Is this equivalence that obvious? If not, how is it proved?
Here is why I have this question:
https://s28.postimg.org/gkslt0yst/question.png

Is it obvious to you that the waiting time generated by this procedure will still be memoryless? The exponential distribution is the only continuous distribution that is memoryless.
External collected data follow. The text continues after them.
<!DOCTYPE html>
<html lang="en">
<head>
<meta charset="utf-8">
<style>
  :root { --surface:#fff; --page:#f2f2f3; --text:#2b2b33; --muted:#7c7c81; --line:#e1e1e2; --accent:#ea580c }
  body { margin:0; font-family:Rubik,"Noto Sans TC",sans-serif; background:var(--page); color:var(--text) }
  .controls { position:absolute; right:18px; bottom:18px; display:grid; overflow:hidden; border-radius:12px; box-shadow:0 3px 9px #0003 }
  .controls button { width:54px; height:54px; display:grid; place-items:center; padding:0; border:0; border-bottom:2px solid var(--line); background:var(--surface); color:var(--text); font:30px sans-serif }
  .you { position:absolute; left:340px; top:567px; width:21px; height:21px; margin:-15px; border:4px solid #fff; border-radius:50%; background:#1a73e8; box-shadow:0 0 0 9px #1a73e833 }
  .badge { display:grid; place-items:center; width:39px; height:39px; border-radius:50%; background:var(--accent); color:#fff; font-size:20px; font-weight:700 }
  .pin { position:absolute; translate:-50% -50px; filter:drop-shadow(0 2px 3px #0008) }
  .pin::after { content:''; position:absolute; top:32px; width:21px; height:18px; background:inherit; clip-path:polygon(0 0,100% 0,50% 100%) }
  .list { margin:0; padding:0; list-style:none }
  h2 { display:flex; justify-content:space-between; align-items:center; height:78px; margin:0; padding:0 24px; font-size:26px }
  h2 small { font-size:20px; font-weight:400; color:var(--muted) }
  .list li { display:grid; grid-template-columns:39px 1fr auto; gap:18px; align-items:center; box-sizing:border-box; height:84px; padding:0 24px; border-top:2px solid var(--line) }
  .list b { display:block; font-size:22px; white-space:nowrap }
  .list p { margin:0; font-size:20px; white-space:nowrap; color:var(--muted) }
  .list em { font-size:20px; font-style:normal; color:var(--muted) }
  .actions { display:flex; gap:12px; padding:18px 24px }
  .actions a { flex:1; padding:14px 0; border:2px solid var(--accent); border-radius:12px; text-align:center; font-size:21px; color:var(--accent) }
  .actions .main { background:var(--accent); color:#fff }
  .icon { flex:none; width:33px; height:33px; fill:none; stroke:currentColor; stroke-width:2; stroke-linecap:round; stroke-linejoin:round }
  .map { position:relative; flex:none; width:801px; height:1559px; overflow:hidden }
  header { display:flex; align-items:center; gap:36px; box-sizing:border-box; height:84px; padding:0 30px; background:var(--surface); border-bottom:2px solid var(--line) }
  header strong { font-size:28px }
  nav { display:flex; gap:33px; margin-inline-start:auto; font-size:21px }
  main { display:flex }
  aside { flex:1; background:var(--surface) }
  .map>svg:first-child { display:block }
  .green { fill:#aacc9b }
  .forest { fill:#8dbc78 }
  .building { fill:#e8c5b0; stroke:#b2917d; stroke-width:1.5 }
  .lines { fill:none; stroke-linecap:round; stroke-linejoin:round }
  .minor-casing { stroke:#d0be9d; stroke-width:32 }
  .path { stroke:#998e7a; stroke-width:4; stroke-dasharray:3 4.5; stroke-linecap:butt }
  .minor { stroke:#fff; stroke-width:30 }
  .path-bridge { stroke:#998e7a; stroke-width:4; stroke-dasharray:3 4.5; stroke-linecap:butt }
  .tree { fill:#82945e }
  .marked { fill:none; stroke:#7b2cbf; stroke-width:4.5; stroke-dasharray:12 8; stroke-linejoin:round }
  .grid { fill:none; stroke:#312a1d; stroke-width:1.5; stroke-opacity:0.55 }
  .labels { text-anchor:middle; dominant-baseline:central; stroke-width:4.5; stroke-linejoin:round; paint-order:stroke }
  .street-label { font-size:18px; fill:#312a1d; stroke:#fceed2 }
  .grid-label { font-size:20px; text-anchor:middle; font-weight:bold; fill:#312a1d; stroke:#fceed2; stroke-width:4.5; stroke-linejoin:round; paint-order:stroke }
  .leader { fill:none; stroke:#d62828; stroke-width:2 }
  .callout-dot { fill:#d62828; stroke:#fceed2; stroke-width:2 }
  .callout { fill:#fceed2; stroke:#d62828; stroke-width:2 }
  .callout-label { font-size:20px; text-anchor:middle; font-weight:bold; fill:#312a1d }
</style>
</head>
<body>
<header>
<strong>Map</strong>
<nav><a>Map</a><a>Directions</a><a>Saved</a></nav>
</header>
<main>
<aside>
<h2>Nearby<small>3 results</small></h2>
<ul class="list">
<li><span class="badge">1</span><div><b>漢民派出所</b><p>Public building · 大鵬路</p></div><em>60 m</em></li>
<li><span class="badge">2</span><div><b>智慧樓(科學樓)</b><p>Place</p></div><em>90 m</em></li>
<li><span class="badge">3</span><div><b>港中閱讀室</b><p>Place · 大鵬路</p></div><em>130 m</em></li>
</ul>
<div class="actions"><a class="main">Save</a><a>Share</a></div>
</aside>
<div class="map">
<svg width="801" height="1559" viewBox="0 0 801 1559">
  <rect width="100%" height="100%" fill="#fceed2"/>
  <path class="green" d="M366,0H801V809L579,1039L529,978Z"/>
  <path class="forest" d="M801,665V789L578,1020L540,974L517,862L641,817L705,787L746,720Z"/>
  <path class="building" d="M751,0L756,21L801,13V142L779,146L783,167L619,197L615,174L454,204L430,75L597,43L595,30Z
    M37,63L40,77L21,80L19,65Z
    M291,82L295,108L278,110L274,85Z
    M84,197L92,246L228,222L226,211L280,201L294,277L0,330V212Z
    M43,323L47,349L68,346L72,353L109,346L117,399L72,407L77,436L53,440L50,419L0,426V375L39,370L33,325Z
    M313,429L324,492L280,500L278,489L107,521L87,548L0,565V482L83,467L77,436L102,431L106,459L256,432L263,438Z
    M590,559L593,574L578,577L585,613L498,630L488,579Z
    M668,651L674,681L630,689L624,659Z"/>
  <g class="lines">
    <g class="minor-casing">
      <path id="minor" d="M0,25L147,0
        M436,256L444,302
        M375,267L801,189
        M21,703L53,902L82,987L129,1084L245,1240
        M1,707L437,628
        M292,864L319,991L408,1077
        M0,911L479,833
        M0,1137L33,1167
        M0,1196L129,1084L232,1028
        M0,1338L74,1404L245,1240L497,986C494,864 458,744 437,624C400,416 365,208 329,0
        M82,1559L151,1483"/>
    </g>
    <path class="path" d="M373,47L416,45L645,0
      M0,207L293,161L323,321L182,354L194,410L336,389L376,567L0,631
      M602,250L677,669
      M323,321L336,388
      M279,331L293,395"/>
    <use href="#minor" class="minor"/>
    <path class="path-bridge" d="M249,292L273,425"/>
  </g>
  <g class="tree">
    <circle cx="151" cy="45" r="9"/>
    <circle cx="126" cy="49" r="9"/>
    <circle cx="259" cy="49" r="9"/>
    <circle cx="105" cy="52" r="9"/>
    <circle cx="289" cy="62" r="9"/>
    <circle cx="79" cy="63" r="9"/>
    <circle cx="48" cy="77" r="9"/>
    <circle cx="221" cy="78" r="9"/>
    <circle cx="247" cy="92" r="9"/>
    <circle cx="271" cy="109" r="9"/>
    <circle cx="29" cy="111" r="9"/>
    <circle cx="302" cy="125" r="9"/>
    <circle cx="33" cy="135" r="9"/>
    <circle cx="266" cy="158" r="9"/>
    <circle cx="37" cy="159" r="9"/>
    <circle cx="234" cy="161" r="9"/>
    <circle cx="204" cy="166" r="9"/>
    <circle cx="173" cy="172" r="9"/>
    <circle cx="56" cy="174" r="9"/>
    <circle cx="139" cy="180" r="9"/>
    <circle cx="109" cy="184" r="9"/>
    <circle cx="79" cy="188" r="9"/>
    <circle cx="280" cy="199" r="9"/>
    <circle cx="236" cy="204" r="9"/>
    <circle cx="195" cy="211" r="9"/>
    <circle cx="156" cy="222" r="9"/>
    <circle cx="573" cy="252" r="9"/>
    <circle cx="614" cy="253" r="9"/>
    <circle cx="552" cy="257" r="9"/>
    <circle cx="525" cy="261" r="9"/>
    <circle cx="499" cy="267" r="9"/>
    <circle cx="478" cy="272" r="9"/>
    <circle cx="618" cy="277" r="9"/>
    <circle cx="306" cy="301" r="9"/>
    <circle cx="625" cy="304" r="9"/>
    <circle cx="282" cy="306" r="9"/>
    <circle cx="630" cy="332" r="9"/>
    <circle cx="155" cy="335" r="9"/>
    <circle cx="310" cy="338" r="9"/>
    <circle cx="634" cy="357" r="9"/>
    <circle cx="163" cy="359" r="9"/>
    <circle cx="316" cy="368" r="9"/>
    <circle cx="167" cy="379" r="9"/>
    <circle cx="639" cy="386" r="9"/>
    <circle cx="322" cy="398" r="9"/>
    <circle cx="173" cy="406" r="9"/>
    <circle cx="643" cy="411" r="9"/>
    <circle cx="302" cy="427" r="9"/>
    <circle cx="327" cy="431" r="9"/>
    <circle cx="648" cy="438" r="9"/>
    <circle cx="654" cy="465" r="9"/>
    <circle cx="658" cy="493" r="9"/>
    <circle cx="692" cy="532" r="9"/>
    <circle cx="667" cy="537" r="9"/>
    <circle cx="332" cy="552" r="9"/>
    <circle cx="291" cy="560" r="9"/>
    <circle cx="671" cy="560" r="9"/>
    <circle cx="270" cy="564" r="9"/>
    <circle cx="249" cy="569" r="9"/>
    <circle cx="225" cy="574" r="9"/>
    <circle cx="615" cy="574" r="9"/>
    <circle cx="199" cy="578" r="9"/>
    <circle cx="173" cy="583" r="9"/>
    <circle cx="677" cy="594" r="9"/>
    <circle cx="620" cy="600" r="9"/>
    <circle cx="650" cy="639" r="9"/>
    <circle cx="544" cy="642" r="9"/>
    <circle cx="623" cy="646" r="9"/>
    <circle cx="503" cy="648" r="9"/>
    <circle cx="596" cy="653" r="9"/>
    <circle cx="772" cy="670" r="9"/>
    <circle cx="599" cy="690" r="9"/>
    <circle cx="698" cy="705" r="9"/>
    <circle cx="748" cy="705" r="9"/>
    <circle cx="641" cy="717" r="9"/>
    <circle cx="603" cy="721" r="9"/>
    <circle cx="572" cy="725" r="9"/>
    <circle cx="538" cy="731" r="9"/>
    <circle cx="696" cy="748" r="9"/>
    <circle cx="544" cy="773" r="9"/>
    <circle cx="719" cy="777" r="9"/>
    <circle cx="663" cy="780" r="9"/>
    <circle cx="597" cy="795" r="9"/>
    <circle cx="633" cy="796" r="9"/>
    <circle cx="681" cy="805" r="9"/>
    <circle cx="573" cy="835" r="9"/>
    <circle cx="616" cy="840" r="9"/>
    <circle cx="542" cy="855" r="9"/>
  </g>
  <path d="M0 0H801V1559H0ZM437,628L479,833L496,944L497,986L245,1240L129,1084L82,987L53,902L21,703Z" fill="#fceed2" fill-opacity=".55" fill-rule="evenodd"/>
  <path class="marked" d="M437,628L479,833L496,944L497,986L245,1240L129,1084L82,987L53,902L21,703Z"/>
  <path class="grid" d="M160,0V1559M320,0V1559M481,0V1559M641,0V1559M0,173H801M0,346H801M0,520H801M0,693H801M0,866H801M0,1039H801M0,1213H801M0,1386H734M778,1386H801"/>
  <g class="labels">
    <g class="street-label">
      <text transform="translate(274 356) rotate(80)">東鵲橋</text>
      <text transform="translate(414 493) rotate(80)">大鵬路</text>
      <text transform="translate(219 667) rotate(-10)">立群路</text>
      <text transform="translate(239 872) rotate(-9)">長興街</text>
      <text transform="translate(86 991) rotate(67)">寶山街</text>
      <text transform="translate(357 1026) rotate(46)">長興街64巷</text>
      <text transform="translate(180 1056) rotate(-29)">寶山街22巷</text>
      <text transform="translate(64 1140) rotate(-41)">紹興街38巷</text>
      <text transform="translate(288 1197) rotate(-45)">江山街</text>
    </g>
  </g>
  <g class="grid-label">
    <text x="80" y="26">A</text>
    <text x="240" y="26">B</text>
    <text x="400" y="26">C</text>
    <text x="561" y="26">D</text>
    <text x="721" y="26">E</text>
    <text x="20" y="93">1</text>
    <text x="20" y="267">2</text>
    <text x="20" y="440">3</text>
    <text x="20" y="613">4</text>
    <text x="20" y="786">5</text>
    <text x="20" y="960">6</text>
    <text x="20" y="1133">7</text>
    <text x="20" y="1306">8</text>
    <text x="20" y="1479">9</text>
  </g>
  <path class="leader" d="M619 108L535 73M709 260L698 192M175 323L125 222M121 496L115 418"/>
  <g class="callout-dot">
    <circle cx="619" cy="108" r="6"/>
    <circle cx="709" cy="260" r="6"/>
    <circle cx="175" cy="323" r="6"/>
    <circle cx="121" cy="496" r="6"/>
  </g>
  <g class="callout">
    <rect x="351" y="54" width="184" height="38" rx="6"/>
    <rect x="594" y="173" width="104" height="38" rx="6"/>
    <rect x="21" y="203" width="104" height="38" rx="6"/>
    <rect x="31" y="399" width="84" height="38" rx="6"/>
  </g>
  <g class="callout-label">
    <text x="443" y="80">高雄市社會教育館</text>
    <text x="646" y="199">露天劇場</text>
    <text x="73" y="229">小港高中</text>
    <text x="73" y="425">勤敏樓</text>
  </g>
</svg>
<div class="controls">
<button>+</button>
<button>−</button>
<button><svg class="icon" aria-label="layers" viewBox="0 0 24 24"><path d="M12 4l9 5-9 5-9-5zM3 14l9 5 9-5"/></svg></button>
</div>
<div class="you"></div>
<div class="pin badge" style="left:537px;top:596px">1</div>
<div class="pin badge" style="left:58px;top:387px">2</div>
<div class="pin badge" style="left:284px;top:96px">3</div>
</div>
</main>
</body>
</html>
So we can completely characterize the waiting time by just computing it's mean.
$$\mu = \left(\frac{\nu_i}{\nu}\right)\frac{1}{\nu} + \left(1 - \frac{\nu_i}{\nu}\right)\left(\frac{\nu_i}{\nu}\right)\frac{2}{\nu} + \left(1 - \frac{\nu_i}{\nu}\right)^2\left(\frac{\nu_i}{\nu}\right)\frac{3}{\nu} + \ldots$$ $$ = \frac{\nu_i}{\nu^2} \left(1 + 2\left(1 - \frac{\nu_i}{\nu}\right) + 3\left(1 - \frac{\nu_i}{\nu}\right)^2 + \ldots\right)$$ $$ = \frac{\nu_i}{\nu^2} \left(\frac{1}{(1-\left(1 - \frac{\nu_i}{\nu}\right))^2}\right) = \frac{1}{\nu_i}$$
So the new procedure gives waiting times that are exponentially distributed with a rate given by $\nu_i$ exactly as required.